Re: [PATCH v2 5/5] perf/x86/amd/power: Add AMD accumulated power reporting mechanism
From: Peter Zijlstra
Date: Tue Jan 19 2016 - 07:14:05 EST
On Thu, Jan 14, 2016 at 10:50:08AM +0800, Huang Rui wrote:
> +struct power_pmu {
> + spinlock_t lock;
This should be a raw_spinlock_t, as it'll be nested under other
raw_spinlock_t's.
> + struct list_head active_list;
> + struct pmu *pmu; /* pointer to power_pmu_class */
> + local64_t cpu_sw_pwr_ptsc;
> +};
> +static void pmu_event_start(struct perf_event *event, int mode)
> +{
> + struct power_pmu *pmu = __this_cpu_read(amd_power_pmu);
> + unsigned long flags;
> +
> + spin_lock_irqsave(&pmu->lock, flags);
IRQs will be disabled here.
> + __pmu_event_start(pmu, event);
> + spin_unlock_irqrestore(&pmu->lock, flags);
> +}
> +
> +static void pmu_event_stop(struct perf_event *event, int mode)
> +{
> + struct power_pmu *pmu = __this_cpu_read(amd_power_pmu);
> + struct hw_perf_event *hwc = &event->hw;
> + unsigned long flags;
> +
> + spin_lock_irqsave(&pmu->lock, flags);
idem
> +
> + /* mark event as deactivated and stopped */
> + if (!(hwc->state & PERF_HES_STOPPED)) {
> + list_del(&event->active_entry);
> + hwc->state |= PERF_HES_STOPPED;
> + }
> +
> + /* check if update of sw counter is necessary */
> + if ((mode & PERF_EF_UPDATE) && !(hwc->state & PERF_HES_UPTODATE)) {
> + /*
> + * Drain the remaining delta count out of a event
> + * that we are disabling:
> + */
> + event_update(event, pmu);
> + hwc->state |= PERF_HES_UPTODATE;
> + }
> +
> + spin_unlock_irqrestore(&pmu->lock, flags);
> +}
> +
> +static int pmu_event_add(struct perf_event *event, int mode)
> +{
> + struct power_pmu *pmu = __this_cpu_read(amd_power_pmu);
> + struct hw_perf_event *hwc = &event->hw;
> + unsigned long flags;
> +
> + spin_lock_irqsave(&pmu->lock, flags);
> +
idem
> + hwc->state = PERF_HES_UPTODATE | PERF_HES_STOPPED;
> +
> + if (mode & PERF_EF_START)
> + __pmu_event_start(pmu, event);
> +
> + spin_unlock_irqrestore(&pmu->lock, flags);
> +
> + return 0;
> +}
> +static int power_cpu_init(int cpu)
> +{
> + int i, cu, ret = 0;
> + cpumask_var_t mask, dummy_mask;
> +
> + cu = cpu / cores_per_cu;
> +
> + if (!zalloc_cpumask_var(&mask, GFP_KERNEL))
> + return -ENOMEM;
> +
> + if (!zalloc_cpumask_var(&dummy_mask, GFP_KERNEL)) {
> + ret = -ENOMEM;
> + goto out;
> + }
> +
> + for (i = 0; i < cores_per_cu; i++)
> + cpumask_set_cpu(i, mask);
> +
> + cpumask_shift_left(mask, mask, cu * cores_per_cu);
> +
> + if (!cpumask_and(dummy_mask, mask, &cpu_mask))

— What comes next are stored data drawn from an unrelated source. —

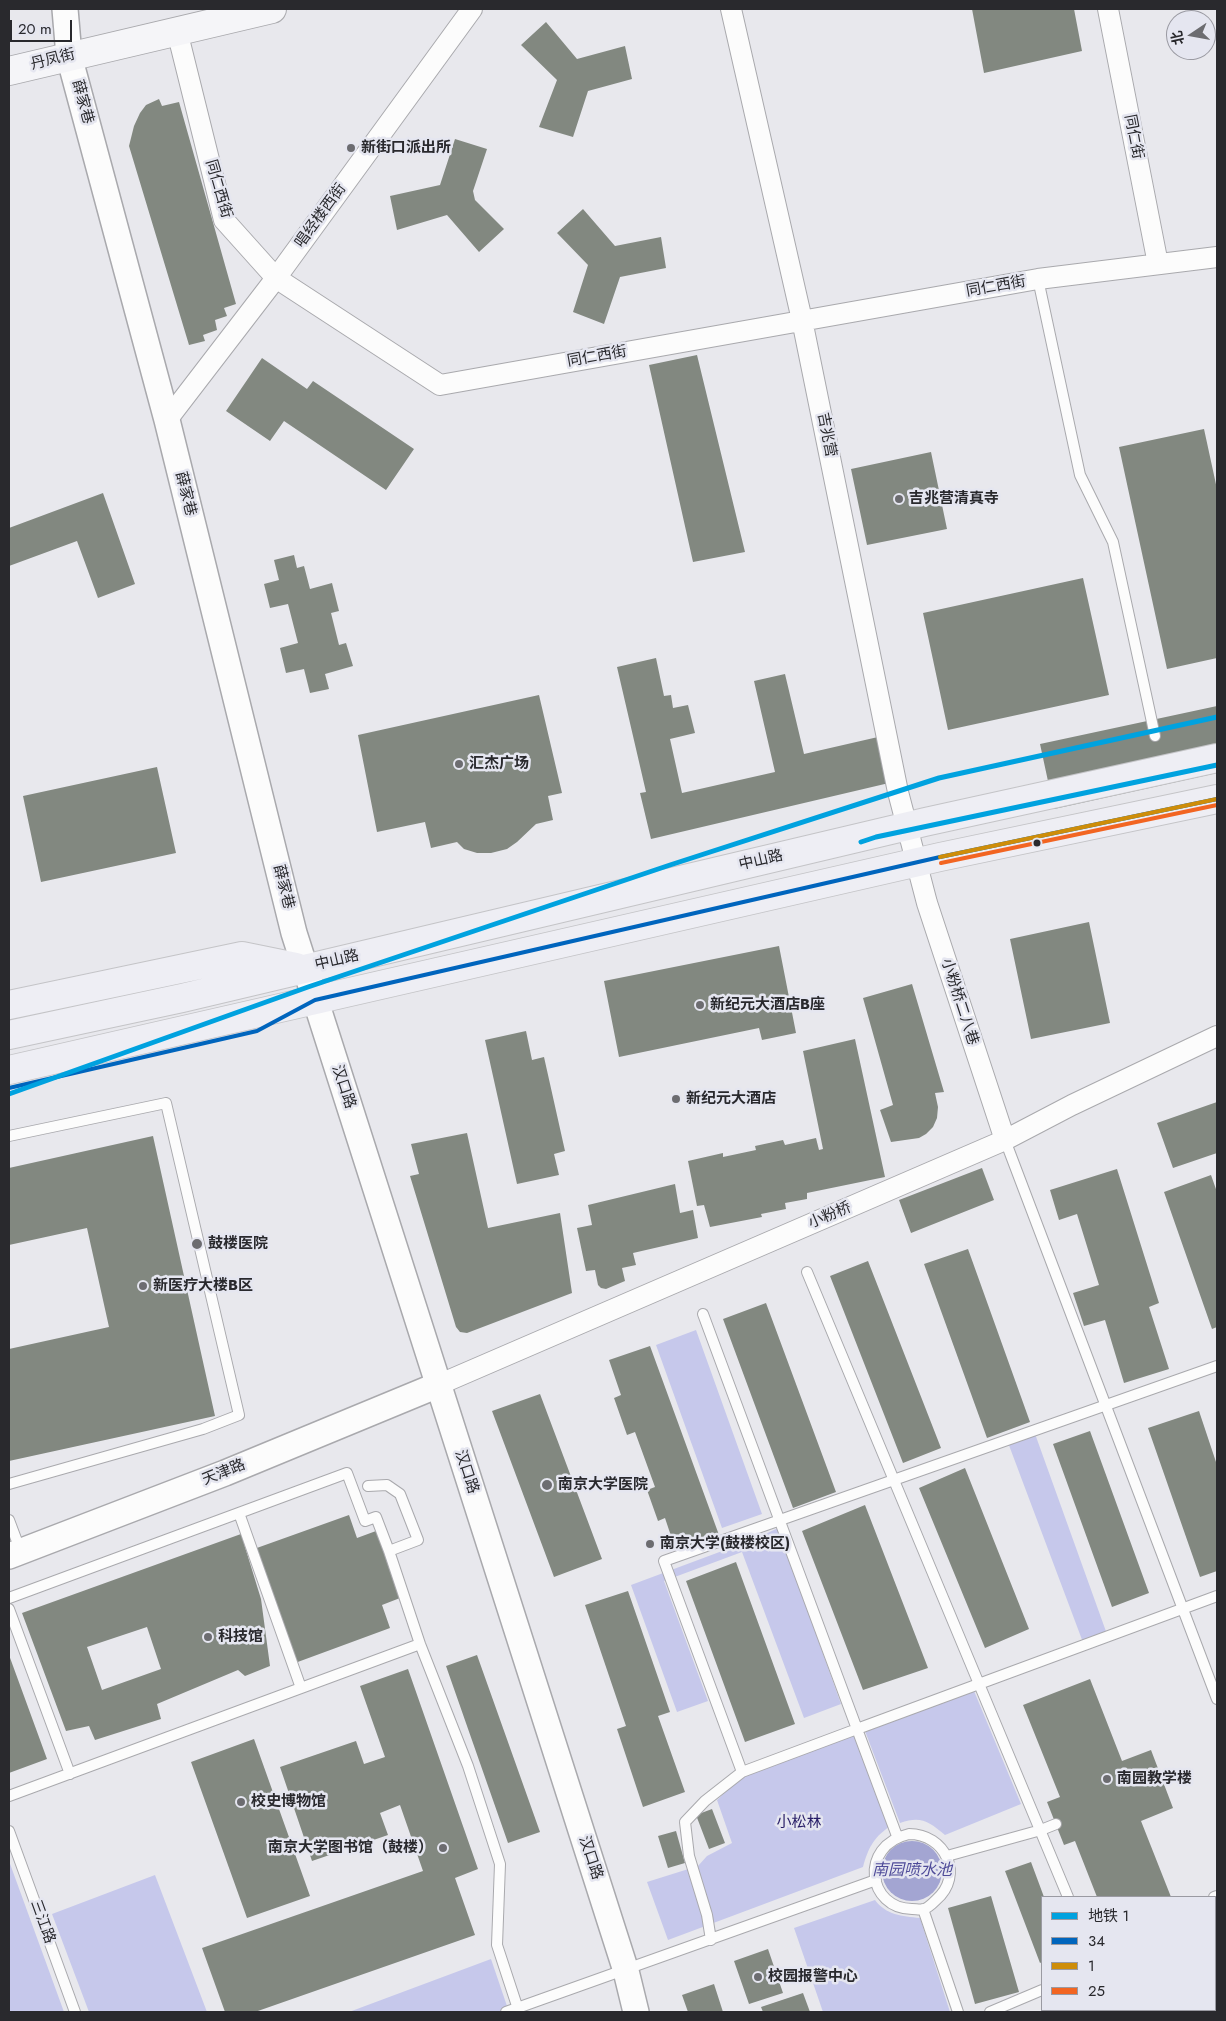 <!DOCTYPE html>
<meta charset="utf-8">
<style>
body{margin:0}
#map{position:relative;width:1226px;height:2021px;overflow:hidden;background:#e8e8ed;font-family:Jost,"Noto Sans SC",sans-serif}
canvas{display:block}
.frame{position:absolute;inset:0;border:10px solid #29292d;pointer-events:none}
.legend{position:absolute;left:1041px;top:1896px;width:175px;height:115px;box-sizing:border-box;background:#e5e6f0;border:1px solid #9a9aa2;margin:0;padding:6px 9px;list-style:none;font-size:15px;color:#29292d}
.legend li{display:flex;align-items:center;gap:10px;height:25px}
.legend b{width:25px;border:1px solid #9a9aa2}
.north{position:absolute;left:1166px;top:10px;width:50px;height:50px;box-sizing:border-box;background:#e5e6f0;border:1px solid #9a9aa2;border-radius:50%;rotate:258deg;font-size:14px;font-weight:700;line-height:20px;text-align:center;color:#29292d}
.north::after{content:'';display:block;margin:auto;width:18px;height:22px;background:#6c6c70;clip-path:polygon(50% 0,100% 100%,50% 72%,0 100%)}
.scale{position:absolute;left:10px;top:20px;width:62px;height:22px;box-sizing:border-box;border:2px solid #29292d;border-top:0;padding-left:6px;font-size:15px;line-height:18px;white-space:nowrap;color:#29292d;-webkit-text-stroke:4px #e5e6f0;paint-order:stroke}
</style>
<div id="map">
<canvas width="1226" height="2021"></canvas>
<div class="frame"></div>
<ul class="legend">
<li><b style="height:6px;background:#00a2df"></b>地铁 1</li>
<li><b style="height:6px;background:#0065bd"></b>34</li>
<li><b style="height:6px;background:#ce8d09"></b>1</li>
<li><b style="height:6px;background:#f26522"></b>25</li>
</ul>
<div class="north">北</div>
<div class="scale">20 m</div>
</div>
<script>
const ctx = document.querySelector('canvas').getContext('2d');
ctx.lineJoin = 'round';
function fillPath(path, color) { ctx.fillStyle = color; ctx.fill(path, 'evenodd'); }
function strokePath(path, color, width, dash) { ctx.strokeStyle = color; ctx.lineWidth = width; ctx.lineCap = dash ? 'butt' : 'round'; ctx.setLineDash(dash || []); ctx.stroke(path); }
function label(font, color, halo, rows, align = 'center') {
  ctx.font = font + ' Jost,"Noto Sans SC",sans-serif'; ctx.lineWidth = 5; ctx.setLineDash([]); ctx.textBaseline = 'middle'; ctx.strokeStyle = halo; ctx.fillStyle = color; for (const [text, x, y, turn = 0] of rows) {
    ctx.save(); ctx.translate(x, y); ctx.rotate((+turn || 0) * Math.PI / 180); ctx.textAlign = isNaN(turn) ? turn : align; if (halo) ctx.strokeText(text, 0, 0); ctx.fillText(text, 0, 0); ctx.restore();
  }
}
fillPath(new Path2D(`
 M 696,1330 L 762,1514 L 722,1528 L 656,1345 Z
 M 1034,1431 L 1108,1637 L 1084,1645 L 1007,1440 Z
 M 778,1528 L 841,1704 L 804,1718 L 742,1552 L 664,1581 L 708,1701 L 677,1712 L 631,1585 L 757,1538 Z
 M 974,1691 L 1021,1804 L 945,1835 C 928,1821 921,1816 900,1823 L 865,1731 Z
 M 854,1734 L 889,1827 C 873,1838 868,1849 863,1867 L 668,1940 L 647,1882 L 698,1866 L 707,1856 L 732,1843 L 717,1800 L 743,1775 Z
 M 9,1861 L 64,2012 L 9,2012 Z
 M 155,1875 L 207,2012 L 89,2012 L 52,1914 Z
 M 875,1900 C 886,1915 902,1916 920,1918 L 950,2012 L 823,2012 L 794,1928 Z
 M 491,1959 L 509,2012 L 349,2012 Z`), '#c6c8eb');
fillPath(new Path2D(`
 M882 1871a30 30 0 1 1 60 0a30 30 0 1 1-60 0Z`), '#a3a5d2');
fillPath(new Path2D(`
 M 972,9 L 1074,9 L 1082,51 L 984,73 Z
 M 546,22 L 577,59 L 625,46 L 632,79 L 588,91 L 573,137 L 539,127 L 557,80 L 521,45 Z
 M 159,99 L 162,106 L 179,102 L 236,304 L 224,308 L 227,316 L 215,320 L 217,330 L 203,335 L 205,341 L 189,345 L 129,146 L 134,126 L 140,113 L 146,105 Z
 M 455,139 L 487,149 L 473,191 L 475,200 L 504,229 L 479,252 L 447,215 L 397,230 L 390,196 L 440,185 Z
 M 583,209 L 615,246 L 661,237 L 666,268 L 620,277 L 604,324 L 573,312 L 588,265 L 557,233 Z
 M 697,355 L 745,552 L 693,562 L 649,365 Z
 M 262,358 L 307,389 L 313,381 L 414,449 L 386,490 L 284,421 L 270,441 L 226,411 Z
 M 1204,429 L 1217,489 L 1217,658 L 1167,669 L 1119,447 Z
 M 931,452 L 947,529 L 867,545 L 851,469 Z
 M 103,493 L 135,584 L 98,598 L 77,541 L 9,566 L 9,528 Z
 M 294,555 L 297,568 L 304,566 L 310,589 L 332,583 L 339,611 L 331,613 L 339,645 L 346,643 L 353,666 L 325,674 L 329,689 L 310,693 L 304,669 L 286,673 L 280,648 L 298,643 L 288,604 L 270,608 L 264,584 L 279,580 L 274,560 Z
 M 1083,578 L 1109,695 L 948,730 L 923,613 Z
 M 656,658 L 664,696 L 671,695 L 673,708 L 688,705 L 695,733 L 670,739 L 682,793 L 775,772 L 754,681 L 785,674 L 804,754 L 878,737 L 889,783 L 651,839 L 640,793 L 646,792 L 617,667 Z
 M 539,695 L 562,793 L 548,796 L 553,820 L 536,824 L 517,842 L 507,849 L 491,853 L 477,853 L 464,849 L 457,842 L 431,848 L 425,822 L 377,832 L 358,735 Z
 M 1217,706 L 1217,773 L 1054,809 L 1040,744 Z
 M 157,767 L 176,853 L 41,882 L 23,796 Z
 M 1089,922 L 1110,1023 L 1031,1039 L 1010,939 Z
 M 779,946 L 796,1033 L 762,1040 L 759,1028 L 619,1057 L 604,981 Z
 M 912,984 L 944,1092 L 935,1093 L 938,1107 L 937,1118 L 933,1127 L 926,1134 L 919,1138 L 891,1142 L 880,1110 L 893,1105 L 863,998 Z
 M 526,1031 L 532,1060 L 544,1057 L 565,1151 L 554,1154 L 559,1175 L 517,1184 L 485,1040 Z
 M 855,1039 L 885,1177 L 807,1193 L 807,1199 L 785,1203 L 786,1209 L 761,1214 L 762,1217 L 710,1227 L 704,1205 L 697,1206 L 688,1161 L 723,1153 L 723,1157 L 756,1150 L 755,1146 L 783,1140 L 785,1145 L 816,1138 L 819,1150 L 823,1149 L 803,1051 Z
 M 1217,1102 L 1217,1153 L 1173,1168 L 1157,1123 Z
 M 467,1133 L 488,1228 L 560,1213 L 572,1293 L 467,1333 L 460,1332 L 456,1327 L 410,1176 L 419,1174 L 411,1144 Z
 M 153,1136 L 215,1416 L 9,1461 L 9,1349 L 109,1327 L 87,1228 L 9,1245 L 9,1168 Z
 M 982,1168 L 994,1200 L 911,1233 L 899,1200 Z
 M 1117,1169 L 1159,1303 L 1149,1307 L 1169,1369 L 1124,1383 L 1105,1320 L 1084,1326 L 1073,1293 L 1099,1285 L 1077,1214 L 1059,1220 L 1050,1190 Z
 M 1211,1175 L 1217,1192 L 1217,1327 L 1212,1329 L 1164,1192 Z
 M 675,1184 L 680,1213 L 693,1210 L 698,1238 L 633,1253 L 636,1265 L 622,1268 L 625,1281 L 606,1289 L 601,1288 L 598,1285 L 595,1270 L 586,1271 L 577,1228 L 592,1225 L 588,1205 Z
 M 968,1249 L 1030,1422 L 987,1438 L 924,1264 Z
 M 868,1261 L 941,1448 L 903,1463 L 830,1276 Z
 M 766,1303 L 836,1492 L 793,1508 L 723,1319 Z
 M 650,1346 L 719,1535 L 676,1551 L 665,1518 L 658,1521 L 647,1490 L 655,1487 L 635,1432 L 627,1435 L 614,1398 L 621,1395 L 609,1360 Z
 M 540,1394 L 602,1559 L 554,1577 L 492,1411 Z
 M 1199,1411 L 1217,1465 L 1217,1571 L 1200,1577 L 1148,1428 Z
 M 1090,1431 L 1149,1593 L 1112,1607 L 1053,1444 Z
 M 965,1468 L 1029,1629 L 985,1648 L 919,1488 Z
 M 865,1505 L 928,1668 L 863,1690 L 802,1531 Z
 M 349,1515 L 357,1538 L 376,1531 L 400,1598 L 382,1605 L 390,1628 L 295,1663 L 254,1549 Z
 M 241,1534 L 261,1599 L 270,1666 L 245,1676 L 238,1670 L 157,1704 L 161,1719 L 95,1740 L 89,1726 L 66,1731 L 22,1613 ZM 147,1627 L 161,1669 L 102,1690 L 87,1647 Z
 M 736,1562 L 795,1724 L 745,1742 L 686,1581 Z
 M 628,1591 L 670,1712 L 658,1716 L 685,1792 L 643,1807 L 617,1729 L 626,1726 L 585,1605 Z
 M 9,1655 L 47,1759 L 9,1773 Z
 M 477,1655 L 540,1832 L 508,1843 L 446,1666 Z
 M 408,1669 L 478,1869 L 455,1878 L 475,1935 L 255,2012 L 225,2012 L 202,1948 L 423,1871 L 400,1805 L 380,1813 L 388,1835 L 312,1861 L 280,1767 L 356,1741 L 364,1764 L 385,1757 L 360,1686 Z
 M 1090,1679 L 1122,1761 L 1151,1750 L 1173,1808 L 1141,1821 L 1171,1897 L 1097,1897 L 1075,1841 L 1064,1845 L 1047,1802 L 1060,1797 L 1023,1705 Z
 M 254,1739 L 310,1896 L 247,1918 L 191,1762 Z
 M 712,1809 L 725,1843 L 709,1849 L 696,1815 Z
 M 676,1831 L 685,1863 L 668,1868 L 658,1836 Z
 M 1031,1862 L 1044,1897 L 1042,1897 L 1042,1962 L 1040,1963 L 1005,1871 Z
 M 991,1896 L 1019,1992 L 975,2004 L 948,1908 Z
 M 1217,1916 L 1217,2012 L 1196,2012 L 1195,2010 L 1215,2010 L 1215,1917 Z
 M 768,1949 L 783,1993 L 749,2004 L 734,1961 Z
 M 714,1984 L 723,2012 L 688,2012 L 682,1995 Z
 M 803,1993 L 810,2012 L 763,2012 L 761,2007 Z
 M 1089,2010 L 1116,2010 L 1117,2012 L 1090,2012 Z`), '#828880');
const service = new Path2D(`
 M 1038,279 L 1080,475 L 1113,542 L 1155,736
 M 9,1136 L 166,1103 L 239,1415 L 203,1429 L 9,1484
 M 1005,1140 L 1217,1699
 M 807,1272 L 1068,1897
 M 703,1314 L 857,1729 L 742,1772 L 705,1801 L 685,1822 L 689,1856 L 707,1915 L 711,1940
 M 368,1486 L 387,1485 L 400,1494 L 418,1540 L 389,1551 L 420,1644 L 468,1766 L 500,1864 L 497,1945 L 519,2012
 M 239,1513 L 301,1688
 M 9,1520 L 21,1552
 M 9,1598 L 347,1473 L 365,1521 L 376,1517 L 389,1551
 M 9,1609 L 70,1774
 M 742,1772 L 664,1561 L 1217,1366
 M 9,1796 L 420,1644
 M 9,1831 L 75,2012
 M 909,1834 C 945,1834 965,1875 936,1900 C 933,1903 928,1908 924,1909 C 921,1910 916,1909 912,1909 C 868,1909 858,1846 909,1834 Z
 M 897,1836 L 857,1729 L 1217,1596
 M 947,1856 L 1041,1830 L 1056,1824
 M 1214,1897 L 1217,1896
 M 923,1909 L 958,2012
 M 506,2012 L 876,1880
 M 990,2012 L 1042,1990`);
const minor = new Path2D(`
 M 731,9 L 802,320 L 898,792 L 927,903 L 1005,1140
 M 1108,9 L 1158,264
 M 177,31 L 224,220 L 276,278 L 440,385 L 1038,279 L 1217,257
 M 167,420 L 276,278 L 472,9
 M 438,1385 L 1005,1140 L 1072,1105 L 1217,1036`);
const tertiary = new Path2D(`
 M 65,9 L 69,56 L 167,420 L 294,933 L 626,1971 L 636,2012
 M 9,1556 L 225,1473 L 438,1385`);
const secondary = new Path2D(`
 M 9,71 L 272,9`);
const primary = new Path2D(`
 M 9,1005 L 242,956 L 296,967
 M 9,1035 L 182,998 L 925,822 L 1217,758
 M 9,1070 L 940,857 L 1217,799`);
strokePath(service, '#a9a9ad', 12);
strokePath(minor, '#a9a9ad', 22);
strokePath(tertiary, '#a9a9ad', 28);
strokePath(secondary, '#a9a9ad', 30);
strokePath(primary, '#c4c4c7', 30);
strokePath(service, '#fcfcfc', 10);
strokePath(minor, '#fcfcfc', 20);
strokePath(tertiary, '#fcfcfc', 25);
strokePath(secondary, '#f5f5f8', 28);
strokePath(primary, '#eeeef4', 28);
strokePath(new Path2D(`
 M 9,1088 L 257,1031 L 315,1000 L 940,857 L 1217,799`), '#0065bd', 4);
strokePath(new Path2D(`
 M 940,857 L 1217,799`), '#ce8d09', 4);
strokePath(new Path2D(`
 M 941,863 L 1217,805`), '#f26522', 4);
strokePath(new Path2D(`
 M 861,842 L 876,837 L 1217,765
 M 9,1094 L 308,987 L 670,865 L 939,778 L 1217,717`), '#00a2df', 5);
for (const [x, y, r, color] of [
 [351,148,5,"#6c6c70"],
 [899,499,5,"#6c6c70"],
 [459,764,5,"#6c6c70"],
 [1037,843,4.5,"#29292d"],
 [700,1005,5,"#6c6c70"],
 [676,1099,5,"#6c6c70"],
 [197,1244,6,"#6c6c70"],
 [143,1286,5,"#6c6c70"],
 [547,1485,6,"#6c6c70"],
 [650,1544,5,"#6c6c70"],
 [208,1637,5,"#6c6c70"],
 [1107,1779,5,"#6c6c70"],
 [241,1802,5,"#6c6c70"],
 [443,1848,5,"#6c6c70"],
 [758,1977,5,"#6c6c70"]
]) { const dot = new Path2D(); dot.arc(x, y, r, 0, 2 * Math.PI); ctx.fillStyle = color; ctx.fill(dot); strokePath(dot, '#e5e6f0', 2); }
label('15px', '#29292d', '#e5e6f0', [
 ["丹凤街",53,60,-14],
 ["薛家巷",82,102,75],
 ["同仁街",1133,137,79],
 ["同仁西街",218,189,74],
 ["唱经楼西街",321,216,-54],
 ["同仁西街",996,287,-10],
 ["同仁西街",597,357,-10],
 ["吉兆营",826,435,79],
 ["薛家巷",185,494,76],
 ["中山路",761,861,-13],
 ["薛家巷",283,887,76],
 ["中山路",337,961,-13],
 ["小粉桥二八巷",959,1002,72],
 ["汉口路",343,1087,72],
 ["小粉桥",830,1216,-23],
 ["汉口路",466,1472,72],
 ["天津路",224,1473,-22],
 ["汉口路",590,1858,72],
 ["三江路",42,1922,70]
]);
label('bold 15px', '#29292d', '#e5e6f0', [
 ["新街口派出所",361,148],
 ["吉兆营清真寺",909,499],
 ["汇杰广场",469,764],
 ["新纪元大酒店B座",710,1005],
 ["新纪元大酒店",686,1099],
 ["鼓楼医院",208,1244],
 ["新医疗大楼B区",153,1286],
 ["南京大学医院",558,1485],
 ["南京大学(鼓楼校区)",660,1544],
 ["科技馆",218,1637],
 ["南园教学楼",1117,1779],
 ["校史博物馆",251,1802],
 ["南京大学图书馆（鼓楼）",433,1848,"right"],
 ["校园报警中心",768,1977]
], 'left');
label('15px', '#271d66', '#e5e6f0', [
 ["小松林",799,1823]
]);
label('italic 16px', '#4f4c99', '#e5e6f0', [
 ["南园喷水池",912,1871]
]);
</script>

> + cpumask_set_cpu(cpu, &cpu_mask);
> +
> + free_cpumask_var(dummy_mask);
> +out:
> + free_cpumask_var(mask);
> +
> + return ret;
> +}
> +static int power_cpu_notifier(struct notifier_block *self,
> + unsigned long action, void *hcpu)
> +{
> + unsigned int cpu = (long)hcpu;
> +
> + switch (action & ~CPU_TASKS_FROZEN) {
> + case CPU_UP_PREPARE:
> + if (power_cpu_prepare(cpu))
> + return NOTIFY_BAD;
> + break;
> + case CPU_STARTING:
> + if (power_cpu_init(cpu))
> + return NOTIFY_BAD;
this is called with IRQs disabled, which makes those GFP_KERNEL allocs
above a pretty bad idea.
Also, note that -rt cannot actually do _any_ allocations/frees from
STARTING.
Please move the allocs/frees to PREPARE/ONLINE.
> + break;
> + case CPU_ONLINE:
> + case CPU_DEAD:
> + power_cpu_kfree(cpu);
> + break;
> + case CPU_DOWN_PREPARE:
> + if (power_cpu_exit(cpu))
> + return NOTIFY_BAD;
> + break;
> + default:
> + break;
> + }
> +
> + return NOTIFY_OK;
> +}